Most people living today are more traumatized than they know. But how could that be? 

When we experience very distressing events, our nervous system goes into a state of overwhelm (or what neuroscientists call dysregulation). You may end up feeling less like yourself, unable to have a healthy range of experiences, but can’t easily connect the dots mentally or heal emotionally. It’s not your fault that this happens—it’s your nervous system’s built-in way of protecting you, and it happens outside your conscious awareness. 

However, you can learn to recognize the effects of trauma.
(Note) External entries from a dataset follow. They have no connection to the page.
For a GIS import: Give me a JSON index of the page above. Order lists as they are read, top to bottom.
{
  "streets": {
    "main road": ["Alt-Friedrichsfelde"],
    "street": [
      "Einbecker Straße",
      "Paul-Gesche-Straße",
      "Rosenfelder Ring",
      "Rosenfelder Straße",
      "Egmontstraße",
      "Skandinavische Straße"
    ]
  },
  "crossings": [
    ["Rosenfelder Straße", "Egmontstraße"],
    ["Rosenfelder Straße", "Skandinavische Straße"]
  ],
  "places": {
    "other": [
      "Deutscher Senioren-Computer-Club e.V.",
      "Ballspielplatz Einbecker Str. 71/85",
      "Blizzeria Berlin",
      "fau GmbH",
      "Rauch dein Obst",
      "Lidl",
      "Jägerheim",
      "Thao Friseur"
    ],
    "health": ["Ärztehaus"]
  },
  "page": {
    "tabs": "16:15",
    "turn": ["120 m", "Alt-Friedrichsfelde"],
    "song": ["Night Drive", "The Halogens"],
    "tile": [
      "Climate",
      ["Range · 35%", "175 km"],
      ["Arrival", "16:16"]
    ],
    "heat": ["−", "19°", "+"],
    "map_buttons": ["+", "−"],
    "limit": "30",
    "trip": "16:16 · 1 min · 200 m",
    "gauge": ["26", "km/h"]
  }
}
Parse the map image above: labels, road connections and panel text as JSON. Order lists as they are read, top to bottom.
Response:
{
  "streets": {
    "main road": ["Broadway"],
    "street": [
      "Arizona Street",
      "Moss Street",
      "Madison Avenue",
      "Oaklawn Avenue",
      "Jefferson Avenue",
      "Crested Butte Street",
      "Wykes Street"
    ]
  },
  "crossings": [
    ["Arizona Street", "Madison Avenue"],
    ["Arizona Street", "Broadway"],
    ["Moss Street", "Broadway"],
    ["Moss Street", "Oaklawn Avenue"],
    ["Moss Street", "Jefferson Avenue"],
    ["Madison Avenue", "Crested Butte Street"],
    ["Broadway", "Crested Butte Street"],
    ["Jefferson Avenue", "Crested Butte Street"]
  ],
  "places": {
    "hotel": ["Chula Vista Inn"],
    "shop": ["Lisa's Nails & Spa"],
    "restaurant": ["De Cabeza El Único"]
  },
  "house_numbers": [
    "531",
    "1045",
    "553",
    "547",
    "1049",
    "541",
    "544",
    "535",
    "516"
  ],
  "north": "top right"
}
You can follow those threads through the maze of your past, to find ways of healing in the present that will improve your health mentally and emotionally.

Types of Trauma

While individuals differ in their responses, there are broad categories of trauma that we should all know exist: childhood trauma, racial trauma, sexual trauma, religious trauma, narcissistic abuse, war, pandemics and other natural disasters, and intergenerational trauma. Three of these types are briefly covered below.

Childhood Trauma

No family is perfect, but some do active harm. Too often, children suffer neglect and physical, sexual, or emotional abuse, often with no outside resources to protect them. Childhood trauma can also happen if the mother is treated violently, someone in the family has substance abuse problems or a mental illness, the parents are going through a divorce or separation, or one of the parents or a sibling dies. 

In all of these situations, because a child’s nervous system is not yet fully developed, the childhood trauma often goes unidentified until something triggers a memory or compounds it, years or decades later.  

Narcissistic Abuse

Many of us know someone who exhibits signs of narcissism, focusing exclusively on themselves and unable to empathize with or “make room for” others. If you’ve suffered abuse by a narcissist, whether they were a parent, partner, or boss, you may no longer trust your instincts in relationships or feel guilty about things that aren’t actually your fault or responsibility. You may feel you have to be “special” to gain recognition, and you may have developed a case of perfectionism to keep away the shame that your abuser made you feel for not living up to their impossible standard.

Global Events: Pandemic Trauma and War Trauma

The pandemic put virtually all of us into a “sustained survival mode” that evoked or caused trauma. The pandemic saw a 25 percent increase in anxiety and depression, according to the World Health Organization (WHO). As a shared trauma, it also led to widespread Post-Traumatic Stress Disorder (PTSD) and burnout among health-care workers. It affected parents who had to juggle supervising their children and working from home while schools were closed. And it deeply impacted those who experienced the loss of a loved one unexpectedly to COVID, who were often not able to say goodbye in person, weaving trauma into the fabric of their grief.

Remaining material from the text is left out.